▼▼▼

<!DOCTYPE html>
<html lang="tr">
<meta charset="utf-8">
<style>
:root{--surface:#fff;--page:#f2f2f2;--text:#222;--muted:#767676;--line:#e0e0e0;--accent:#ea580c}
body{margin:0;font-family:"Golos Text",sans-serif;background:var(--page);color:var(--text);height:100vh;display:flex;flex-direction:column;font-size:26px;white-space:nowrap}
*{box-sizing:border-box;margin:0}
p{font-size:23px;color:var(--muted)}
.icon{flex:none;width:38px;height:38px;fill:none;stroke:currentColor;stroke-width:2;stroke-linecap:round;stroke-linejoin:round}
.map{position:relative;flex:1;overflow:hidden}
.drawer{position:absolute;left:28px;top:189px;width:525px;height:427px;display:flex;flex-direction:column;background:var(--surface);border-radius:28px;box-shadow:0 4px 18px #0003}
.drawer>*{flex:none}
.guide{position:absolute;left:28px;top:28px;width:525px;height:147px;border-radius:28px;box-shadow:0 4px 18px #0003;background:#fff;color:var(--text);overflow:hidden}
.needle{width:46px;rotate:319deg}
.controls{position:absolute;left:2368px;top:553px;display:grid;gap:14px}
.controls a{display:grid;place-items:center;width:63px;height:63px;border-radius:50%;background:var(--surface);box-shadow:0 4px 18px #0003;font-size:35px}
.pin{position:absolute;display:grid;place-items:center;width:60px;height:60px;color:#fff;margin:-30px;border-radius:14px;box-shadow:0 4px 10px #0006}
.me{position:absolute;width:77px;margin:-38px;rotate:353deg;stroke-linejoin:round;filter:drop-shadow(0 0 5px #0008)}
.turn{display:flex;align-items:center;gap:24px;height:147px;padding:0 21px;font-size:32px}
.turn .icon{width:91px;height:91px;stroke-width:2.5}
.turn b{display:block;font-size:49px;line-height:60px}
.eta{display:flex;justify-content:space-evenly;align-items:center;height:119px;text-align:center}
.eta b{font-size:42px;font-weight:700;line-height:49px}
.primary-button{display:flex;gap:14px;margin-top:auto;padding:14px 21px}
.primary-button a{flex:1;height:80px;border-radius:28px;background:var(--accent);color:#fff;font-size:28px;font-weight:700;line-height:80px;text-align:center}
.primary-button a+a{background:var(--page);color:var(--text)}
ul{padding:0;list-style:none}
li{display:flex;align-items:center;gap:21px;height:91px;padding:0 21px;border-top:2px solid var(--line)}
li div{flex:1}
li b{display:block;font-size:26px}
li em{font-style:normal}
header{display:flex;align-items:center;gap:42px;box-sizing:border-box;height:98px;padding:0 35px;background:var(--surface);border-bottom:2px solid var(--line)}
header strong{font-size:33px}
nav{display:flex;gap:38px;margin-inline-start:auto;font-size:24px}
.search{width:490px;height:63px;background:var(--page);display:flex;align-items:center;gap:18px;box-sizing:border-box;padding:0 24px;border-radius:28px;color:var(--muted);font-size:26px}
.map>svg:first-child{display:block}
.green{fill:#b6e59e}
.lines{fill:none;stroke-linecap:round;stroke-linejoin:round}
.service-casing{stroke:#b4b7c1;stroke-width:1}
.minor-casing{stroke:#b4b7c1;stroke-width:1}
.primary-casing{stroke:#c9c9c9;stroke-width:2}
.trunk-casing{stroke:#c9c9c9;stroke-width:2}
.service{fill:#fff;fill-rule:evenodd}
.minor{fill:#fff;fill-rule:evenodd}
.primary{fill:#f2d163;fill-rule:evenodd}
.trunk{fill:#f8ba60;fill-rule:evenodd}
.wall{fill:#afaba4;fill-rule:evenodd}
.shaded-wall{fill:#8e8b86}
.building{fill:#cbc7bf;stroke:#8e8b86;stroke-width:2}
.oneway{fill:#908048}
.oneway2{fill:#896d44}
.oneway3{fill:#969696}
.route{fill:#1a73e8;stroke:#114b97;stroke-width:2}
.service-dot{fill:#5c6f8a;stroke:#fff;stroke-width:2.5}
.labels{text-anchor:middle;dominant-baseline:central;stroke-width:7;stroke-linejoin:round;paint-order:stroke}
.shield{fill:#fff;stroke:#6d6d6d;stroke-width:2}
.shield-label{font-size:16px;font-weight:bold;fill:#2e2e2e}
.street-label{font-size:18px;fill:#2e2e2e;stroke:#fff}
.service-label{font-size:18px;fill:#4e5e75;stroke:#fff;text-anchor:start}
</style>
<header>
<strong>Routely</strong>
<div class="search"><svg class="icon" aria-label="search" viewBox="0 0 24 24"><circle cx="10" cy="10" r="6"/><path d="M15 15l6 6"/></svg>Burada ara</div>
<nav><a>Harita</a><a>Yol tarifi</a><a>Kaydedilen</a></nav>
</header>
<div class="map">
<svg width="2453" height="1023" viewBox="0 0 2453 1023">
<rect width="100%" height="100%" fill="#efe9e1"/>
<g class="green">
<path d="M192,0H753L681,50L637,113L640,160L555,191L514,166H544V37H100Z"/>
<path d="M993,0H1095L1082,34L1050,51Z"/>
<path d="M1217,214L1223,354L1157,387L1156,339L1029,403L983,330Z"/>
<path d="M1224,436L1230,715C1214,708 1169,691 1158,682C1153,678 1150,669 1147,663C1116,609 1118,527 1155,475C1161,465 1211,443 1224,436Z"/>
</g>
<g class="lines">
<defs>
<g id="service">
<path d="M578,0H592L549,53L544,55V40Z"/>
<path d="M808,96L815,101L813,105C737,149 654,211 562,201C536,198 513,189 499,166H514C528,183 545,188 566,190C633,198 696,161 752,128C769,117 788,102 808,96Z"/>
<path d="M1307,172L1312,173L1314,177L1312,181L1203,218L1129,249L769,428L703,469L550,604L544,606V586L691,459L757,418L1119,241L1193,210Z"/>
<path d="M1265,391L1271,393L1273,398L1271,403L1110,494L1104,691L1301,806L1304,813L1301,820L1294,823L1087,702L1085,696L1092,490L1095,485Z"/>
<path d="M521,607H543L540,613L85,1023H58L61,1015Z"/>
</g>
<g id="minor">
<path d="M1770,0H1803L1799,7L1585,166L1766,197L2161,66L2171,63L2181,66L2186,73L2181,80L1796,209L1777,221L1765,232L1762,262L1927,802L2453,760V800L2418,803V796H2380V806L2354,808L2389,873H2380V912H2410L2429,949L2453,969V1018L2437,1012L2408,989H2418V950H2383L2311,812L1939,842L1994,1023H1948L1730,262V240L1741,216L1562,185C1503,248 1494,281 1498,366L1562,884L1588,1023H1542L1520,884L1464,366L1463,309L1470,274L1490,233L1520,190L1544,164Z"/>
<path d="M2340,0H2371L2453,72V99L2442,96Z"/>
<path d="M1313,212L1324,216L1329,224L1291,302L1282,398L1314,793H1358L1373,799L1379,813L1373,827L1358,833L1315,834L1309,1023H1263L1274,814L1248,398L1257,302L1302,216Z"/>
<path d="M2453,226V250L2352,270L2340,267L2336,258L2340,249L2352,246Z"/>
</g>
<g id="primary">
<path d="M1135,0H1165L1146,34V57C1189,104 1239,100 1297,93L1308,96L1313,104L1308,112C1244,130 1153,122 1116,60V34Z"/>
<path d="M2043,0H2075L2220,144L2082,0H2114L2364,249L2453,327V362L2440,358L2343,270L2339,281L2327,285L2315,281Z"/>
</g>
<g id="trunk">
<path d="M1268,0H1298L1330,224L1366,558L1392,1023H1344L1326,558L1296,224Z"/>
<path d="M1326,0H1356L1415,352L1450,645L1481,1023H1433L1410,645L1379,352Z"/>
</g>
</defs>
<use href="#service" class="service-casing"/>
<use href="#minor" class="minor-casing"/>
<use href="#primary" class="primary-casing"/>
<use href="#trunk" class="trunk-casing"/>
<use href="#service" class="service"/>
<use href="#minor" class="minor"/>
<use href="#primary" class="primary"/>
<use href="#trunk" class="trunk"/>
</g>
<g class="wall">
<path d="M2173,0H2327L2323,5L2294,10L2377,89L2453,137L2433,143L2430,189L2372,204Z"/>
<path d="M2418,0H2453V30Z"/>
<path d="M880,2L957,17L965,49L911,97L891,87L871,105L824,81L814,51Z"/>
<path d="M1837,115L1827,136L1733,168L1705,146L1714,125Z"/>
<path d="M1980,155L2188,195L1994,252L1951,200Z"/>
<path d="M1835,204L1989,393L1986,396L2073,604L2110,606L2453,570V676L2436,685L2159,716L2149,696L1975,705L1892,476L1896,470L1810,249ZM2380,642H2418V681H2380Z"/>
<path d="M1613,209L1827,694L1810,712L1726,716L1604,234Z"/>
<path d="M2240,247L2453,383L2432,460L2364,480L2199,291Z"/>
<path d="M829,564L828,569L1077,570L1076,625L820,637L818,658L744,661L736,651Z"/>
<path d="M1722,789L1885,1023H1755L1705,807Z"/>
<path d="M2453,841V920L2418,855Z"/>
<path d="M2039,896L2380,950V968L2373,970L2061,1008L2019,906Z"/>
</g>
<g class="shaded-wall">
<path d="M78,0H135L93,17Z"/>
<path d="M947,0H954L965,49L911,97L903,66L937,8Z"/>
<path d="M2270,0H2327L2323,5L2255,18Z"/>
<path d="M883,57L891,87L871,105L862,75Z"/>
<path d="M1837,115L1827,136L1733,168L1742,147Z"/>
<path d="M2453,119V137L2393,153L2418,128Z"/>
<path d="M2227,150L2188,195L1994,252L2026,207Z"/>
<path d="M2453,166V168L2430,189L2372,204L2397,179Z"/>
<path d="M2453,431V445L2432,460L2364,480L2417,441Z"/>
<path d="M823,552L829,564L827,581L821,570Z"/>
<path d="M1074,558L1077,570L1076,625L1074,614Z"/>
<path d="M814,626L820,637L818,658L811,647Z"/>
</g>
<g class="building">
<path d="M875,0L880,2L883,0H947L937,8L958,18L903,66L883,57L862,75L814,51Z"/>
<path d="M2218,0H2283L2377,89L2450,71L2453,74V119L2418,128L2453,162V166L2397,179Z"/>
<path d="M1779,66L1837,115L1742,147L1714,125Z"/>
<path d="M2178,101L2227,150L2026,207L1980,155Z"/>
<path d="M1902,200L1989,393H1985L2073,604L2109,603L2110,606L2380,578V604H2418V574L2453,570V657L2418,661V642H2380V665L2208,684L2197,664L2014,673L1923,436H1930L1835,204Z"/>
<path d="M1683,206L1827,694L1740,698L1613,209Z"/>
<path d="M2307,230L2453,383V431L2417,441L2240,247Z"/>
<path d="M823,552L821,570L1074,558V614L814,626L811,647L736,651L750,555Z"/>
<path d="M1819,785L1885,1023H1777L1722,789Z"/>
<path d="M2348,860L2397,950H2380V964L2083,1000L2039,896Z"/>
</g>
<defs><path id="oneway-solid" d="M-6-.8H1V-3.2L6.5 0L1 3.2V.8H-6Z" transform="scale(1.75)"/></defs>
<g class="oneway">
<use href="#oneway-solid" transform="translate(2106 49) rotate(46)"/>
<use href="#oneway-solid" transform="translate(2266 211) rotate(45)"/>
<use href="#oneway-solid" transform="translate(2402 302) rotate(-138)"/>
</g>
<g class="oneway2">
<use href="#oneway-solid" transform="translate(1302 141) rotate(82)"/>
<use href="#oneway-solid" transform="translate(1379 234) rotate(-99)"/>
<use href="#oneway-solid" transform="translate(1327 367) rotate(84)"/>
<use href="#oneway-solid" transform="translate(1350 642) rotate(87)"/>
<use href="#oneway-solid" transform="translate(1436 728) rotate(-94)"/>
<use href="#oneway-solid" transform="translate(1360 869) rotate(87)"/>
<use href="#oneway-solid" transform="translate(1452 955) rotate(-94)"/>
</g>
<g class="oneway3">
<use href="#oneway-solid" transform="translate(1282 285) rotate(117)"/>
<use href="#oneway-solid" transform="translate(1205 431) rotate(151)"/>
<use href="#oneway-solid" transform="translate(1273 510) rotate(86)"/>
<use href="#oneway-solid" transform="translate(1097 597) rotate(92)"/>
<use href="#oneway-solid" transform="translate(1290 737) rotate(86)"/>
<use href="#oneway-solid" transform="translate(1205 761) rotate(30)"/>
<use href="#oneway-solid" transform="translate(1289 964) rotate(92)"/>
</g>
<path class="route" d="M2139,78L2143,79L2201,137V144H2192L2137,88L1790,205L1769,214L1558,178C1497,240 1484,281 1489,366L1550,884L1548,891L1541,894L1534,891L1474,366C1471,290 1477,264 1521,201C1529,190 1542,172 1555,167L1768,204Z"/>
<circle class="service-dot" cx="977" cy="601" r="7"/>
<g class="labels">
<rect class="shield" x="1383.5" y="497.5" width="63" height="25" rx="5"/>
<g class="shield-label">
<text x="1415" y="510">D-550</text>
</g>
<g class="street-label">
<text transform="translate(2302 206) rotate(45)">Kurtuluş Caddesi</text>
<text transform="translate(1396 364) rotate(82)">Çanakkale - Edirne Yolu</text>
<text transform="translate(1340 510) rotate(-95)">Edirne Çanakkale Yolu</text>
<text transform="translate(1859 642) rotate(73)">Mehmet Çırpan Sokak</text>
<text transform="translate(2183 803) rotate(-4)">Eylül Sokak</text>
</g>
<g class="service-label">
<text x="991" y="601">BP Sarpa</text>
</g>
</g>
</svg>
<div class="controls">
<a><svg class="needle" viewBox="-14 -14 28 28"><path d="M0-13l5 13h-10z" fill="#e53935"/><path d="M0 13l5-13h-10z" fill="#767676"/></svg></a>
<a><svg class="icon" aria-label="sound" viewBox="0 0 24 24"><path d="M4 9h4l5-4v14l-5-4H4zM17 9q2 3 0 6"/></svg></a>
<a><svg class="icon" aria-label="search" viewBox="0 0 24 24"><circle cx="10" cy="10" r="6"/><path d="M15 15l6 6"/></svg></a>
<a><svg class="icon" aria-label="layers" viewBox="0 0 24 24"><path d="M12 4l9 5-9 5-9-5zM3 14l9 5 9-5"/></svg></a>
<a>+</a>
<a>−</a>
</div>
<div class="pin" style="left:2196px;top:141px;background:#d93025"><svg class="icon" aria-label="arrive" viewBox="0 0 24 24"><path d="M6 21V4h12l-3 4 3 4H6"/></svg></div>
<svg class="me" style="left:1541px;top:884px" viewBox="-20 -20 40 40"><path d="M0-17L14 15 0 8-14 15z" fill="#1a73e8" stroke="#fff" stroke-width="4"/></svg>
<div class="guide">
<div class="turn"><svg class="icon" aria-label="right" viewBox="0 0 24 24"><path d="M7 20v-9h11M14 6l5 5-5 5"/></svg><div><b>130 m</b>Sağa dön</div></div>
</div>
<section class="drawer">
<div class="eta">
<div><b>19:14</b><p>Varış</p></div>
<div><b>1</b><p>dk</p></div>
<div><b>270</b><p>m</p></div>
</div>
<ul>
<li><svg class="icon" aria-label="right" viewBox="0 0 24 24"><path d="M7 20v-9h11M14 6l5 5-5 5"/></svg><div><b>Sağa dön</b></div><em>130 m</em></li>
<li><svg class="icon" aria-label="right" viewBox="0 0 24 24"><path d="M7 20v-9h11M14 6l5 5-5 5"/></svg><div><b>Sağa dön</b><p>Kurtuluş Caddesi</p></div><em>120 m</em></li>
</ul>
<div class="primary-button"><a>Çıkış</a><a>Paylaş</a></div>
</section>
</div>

▲▲▲

PROBLEM DESCRIPTION
Counting only lines that hold "linecap", report how many there are in the records above, as a bare number.

THE COMPLETED TASK
2